Thursday, October 11, 2018

"When scientific paradigms lead to tunnel vision: lessons from the study of fear"

"while much data is consistent with the fear model of amygdala function, it has never been directly tested, in part due to overreliance on the fear conditioning task. In support of the fear model, amygdala neurons appear to signal threats and/or stimuli predictive of threats. However, recent studies in a natural threat setting show that amygdala activity does not correlate with threats, but simply with the movement of the rat, independent of valence. This was true for both natural threats as well as conditioned stimuli; indeed there was no evidence of threat signaling in amygdala neurons. Similar findings are emerging for prefrontal neurons that modulate the amygdala. These recent developments lead us to propose a new conceptualization of amygdala function whereby the amygdala inhibits behavioral engagement...
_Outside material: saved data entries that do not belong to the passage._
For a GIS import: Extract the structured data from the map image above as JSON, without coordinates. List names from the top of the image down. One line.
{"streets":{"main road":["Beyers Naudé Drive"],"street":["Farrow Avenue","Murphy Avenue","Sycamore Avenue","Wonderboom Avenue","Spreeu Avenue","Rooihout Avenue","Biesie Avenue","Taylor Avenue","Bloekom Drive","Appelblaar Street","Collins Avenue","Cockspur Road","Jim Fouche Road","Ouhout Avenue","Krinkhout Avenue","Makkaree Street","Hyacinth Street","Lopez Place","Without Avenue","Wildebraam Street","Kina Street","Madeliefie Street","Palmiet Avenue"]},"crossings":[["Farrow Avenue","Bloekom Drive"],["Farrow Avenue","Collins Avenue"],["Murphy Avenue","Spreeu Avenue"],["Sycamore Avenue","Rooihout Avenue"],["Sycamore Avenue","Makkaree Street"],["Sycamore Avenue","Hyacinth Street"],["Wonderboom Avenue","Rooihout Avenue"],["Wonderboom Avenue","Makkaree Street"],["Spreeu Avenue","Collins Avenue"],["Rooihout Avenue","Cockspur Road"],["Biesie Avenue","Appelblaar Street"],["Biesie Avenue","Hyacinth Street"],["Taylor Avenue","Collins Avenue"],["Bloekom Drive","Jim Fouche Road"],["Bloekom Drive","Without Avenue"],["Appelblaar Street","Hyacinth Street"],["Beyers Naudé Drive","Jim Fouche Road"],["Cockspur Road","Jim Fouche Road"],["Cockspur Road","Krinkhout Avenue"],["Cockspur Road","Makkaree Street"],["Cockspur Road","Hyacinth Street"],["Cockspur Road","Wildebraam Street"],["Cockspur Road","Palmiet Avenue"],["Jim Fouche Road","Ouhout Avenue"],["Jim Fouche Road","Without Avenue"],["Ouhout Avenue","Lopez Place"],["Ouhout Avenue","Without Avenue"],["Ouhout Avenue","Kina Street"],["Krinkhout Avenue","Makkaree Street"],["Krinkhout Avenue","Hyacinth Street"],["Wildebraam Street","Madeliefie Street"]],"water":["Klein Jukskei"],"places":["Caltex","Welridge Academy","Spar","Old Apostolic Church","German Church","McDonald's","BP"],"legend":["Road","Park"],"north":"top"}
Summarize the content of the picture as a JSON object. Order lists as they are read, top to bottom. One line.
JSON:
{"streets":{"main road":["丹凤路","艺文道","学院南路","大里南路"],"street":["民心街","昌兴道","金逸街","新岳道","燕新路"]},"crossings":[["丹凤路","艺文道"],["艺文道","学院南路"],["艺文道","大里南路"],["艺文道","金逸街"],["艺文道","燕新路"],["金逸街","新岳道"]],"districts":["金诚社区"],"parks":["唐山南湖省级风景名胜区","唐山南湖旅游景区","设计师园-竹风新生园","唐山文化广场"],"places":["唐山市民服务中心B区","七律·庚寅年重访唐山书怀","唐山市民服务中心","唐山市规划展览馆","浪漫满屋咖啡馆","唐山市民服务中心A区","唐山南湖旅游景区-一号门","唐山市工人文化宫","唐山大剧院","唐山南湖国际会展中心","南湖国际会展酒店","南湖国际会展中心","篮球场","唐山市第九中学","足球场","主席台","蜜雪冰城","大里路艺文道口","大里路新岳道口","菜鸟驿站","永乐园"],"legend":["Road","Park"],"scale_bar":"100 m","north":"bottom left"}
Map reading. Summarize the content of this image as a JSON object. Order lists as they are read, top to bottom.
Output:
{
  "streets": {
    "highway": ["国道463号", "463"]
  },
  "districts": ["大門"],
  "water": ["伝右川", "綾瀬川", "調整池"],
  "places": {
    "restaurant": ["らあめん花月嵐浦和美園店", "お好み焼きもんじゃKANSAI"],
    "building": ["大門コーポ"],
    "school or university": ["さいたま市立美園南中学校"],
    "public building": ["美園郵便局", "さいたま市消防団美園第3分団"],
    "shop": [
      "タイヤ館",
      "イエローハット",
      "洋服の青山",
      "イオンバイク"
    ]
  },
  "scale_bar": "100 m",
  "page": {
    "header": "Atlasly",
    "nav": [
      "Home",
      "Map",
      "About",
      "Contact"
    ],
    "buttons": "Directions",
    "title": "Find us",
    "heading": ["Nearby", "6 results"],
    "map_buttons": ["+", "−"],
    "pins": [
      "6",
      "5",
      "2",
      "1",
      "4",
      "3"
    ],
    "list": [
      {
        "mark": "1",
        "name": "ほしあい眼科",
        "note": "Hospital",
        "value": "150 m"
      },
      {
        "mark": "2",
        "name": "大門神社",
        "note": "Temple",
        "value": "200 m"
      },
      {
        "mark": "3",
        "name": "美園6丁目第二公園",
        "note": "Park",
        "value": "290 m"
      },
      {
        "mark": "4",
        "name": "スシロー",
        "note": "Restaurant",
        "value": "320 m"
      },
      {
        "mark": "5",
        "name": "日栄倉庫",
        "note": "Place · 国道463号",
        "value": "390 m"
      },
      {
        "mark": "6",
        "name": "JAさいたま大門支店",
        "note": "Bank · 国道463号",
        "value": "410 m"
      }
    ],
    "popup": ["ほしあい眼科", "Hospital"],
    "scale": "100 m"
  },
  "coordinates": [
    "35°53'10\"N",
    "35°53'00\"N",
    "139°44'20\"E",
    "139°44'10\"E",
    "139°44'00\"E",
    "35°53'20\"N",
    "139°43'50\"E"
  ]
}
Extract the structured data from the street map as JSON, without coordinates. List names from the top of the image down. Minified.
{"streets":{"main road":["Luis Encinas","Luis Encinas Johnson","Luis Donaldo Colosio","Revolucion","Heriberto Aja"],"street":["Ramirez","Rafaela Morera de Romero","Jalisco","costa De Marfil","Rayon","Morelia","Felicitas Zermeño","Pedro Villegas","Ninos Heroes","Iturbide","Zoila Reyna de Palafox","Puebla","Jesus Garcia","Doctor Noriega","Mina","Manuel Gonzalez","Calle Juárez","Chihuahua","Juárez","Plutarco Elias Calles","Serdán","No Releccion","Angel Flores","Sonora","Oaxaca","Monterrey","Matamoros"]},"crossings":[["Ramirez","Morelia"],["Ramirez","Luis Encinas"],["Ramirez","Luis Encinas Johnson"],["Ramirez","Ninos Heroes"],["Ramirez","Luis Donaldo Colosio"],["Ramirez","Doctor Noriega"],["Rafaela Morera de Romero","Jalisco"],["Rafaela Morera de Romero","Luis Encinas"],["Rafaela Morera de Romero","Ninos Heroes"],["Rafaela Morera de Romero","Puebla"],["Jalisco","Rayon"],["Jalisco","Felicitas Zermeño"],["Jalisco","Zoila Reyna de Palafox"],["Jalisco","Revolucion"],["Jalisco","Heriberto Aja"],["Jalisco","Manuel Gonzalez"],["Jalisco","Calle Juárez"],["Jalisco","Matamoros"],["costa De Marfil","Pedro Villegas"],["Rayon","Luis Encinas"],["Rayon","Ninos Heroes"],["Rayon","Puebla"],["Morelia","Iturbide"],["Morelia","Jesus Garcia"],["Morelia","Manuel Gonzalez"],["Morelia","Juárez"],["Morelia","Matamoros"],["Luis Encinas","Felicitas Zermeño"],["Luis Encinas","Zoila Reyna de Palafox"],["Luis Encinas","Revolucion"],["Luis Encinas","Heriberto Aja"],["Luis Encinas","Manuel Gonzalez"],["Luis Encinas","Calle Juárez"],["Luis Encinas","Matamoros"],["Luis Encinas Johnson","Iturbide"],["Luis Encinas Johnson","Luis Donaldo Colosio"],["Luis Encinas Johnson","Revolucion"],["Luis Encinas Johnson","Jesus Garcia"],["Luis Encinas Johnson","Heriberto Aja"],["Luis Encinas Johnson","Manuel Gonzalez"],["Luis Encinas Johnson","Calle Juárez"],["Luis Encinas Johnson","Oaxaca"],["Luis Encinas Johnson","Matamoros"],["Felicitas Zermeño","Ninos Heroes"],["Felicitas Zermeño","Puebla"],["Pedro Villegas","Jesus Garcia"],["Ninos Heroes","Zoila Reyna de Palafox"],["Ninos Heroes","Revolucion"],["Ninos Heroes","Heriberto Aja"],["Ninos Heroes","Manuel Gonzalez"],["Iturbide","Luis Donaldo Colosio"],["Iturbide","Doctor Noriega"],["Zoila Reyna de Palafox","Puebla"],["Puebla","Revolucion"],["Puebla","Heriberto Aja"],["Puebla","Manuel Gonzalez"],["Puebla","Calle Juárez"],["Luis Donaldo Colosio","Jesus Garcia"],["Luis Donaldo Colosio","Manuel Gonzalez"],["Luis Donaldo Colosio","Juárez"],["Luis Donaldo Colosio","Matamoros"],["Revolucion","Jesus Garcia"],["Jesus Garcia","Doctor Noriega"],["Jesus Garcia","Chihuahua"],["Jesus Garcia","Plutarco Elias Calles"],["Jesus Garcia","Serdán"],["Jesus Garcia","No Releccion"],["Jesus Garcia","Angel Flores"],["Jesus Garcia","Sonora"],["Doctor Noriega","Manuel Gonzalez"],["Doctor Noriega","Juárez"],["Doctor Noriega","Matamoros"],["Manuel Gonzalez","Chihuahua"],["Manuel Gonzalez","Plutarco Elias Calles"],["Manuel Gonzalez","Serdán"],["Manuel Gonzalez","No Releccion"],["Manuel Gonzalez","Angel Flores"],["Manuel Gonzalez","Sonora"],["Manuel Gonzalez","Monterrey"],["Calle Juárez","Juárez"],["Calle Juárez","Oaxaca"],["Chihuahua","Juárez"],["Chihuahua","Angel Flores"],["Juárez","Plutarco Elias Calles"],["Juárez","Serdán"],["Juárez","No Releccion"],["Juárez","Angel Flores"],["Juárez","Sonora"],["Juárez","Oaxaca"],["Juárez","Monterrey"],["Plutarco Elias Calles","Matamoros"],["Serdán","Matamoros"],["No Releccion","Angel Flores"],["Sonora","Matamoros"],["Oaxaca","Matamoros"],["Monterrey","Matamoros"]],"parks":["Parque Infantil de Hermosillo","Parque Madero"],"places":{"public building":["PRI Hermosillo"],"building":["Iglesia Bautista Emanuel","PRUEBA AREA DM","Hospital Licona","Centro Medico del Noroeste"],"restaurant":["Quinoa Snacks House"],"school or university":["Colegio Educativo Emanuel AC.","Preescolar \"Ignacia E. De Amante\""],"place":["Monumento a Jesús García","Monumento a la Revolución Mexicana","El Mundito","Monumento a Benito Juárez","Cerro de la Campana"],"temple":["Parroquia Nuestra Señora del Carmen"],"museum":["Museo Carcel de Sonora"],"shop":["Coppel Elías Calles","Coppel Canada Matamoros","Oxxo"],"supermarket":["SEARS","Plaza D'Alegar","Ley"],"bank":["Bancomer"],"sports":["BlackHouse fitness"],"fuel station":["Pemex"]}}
What do we mean by behavioral engagement? The term refers to a basic process that governs transactions between mammals and their environment: whether or not to engage with (or disengage from) stimuli or situations. It is a process akin to decision-making, although it is unclear whether it is deliberative in all species and conditions. This process is particularly critical for ethologically significant situations such as decisions related to foraging, interactions with conspecifics or confrontations with predators, in short problems the nervous system has evolved to address...

The above illustrates how a community of scientists, present authors included, can be biased by relying on an attractive, controlled laboratory paradigm. Amygdala researchers were motivated by their interest in the mechanisms of associative memory and emotional learning. They were understandably concerned with the need to achieve rigorous control over key experimental variables and to minimize the influence of confounding factors. This led to the adoption of a simple learning paradigm that restricted the range of possible conditioned behaviors."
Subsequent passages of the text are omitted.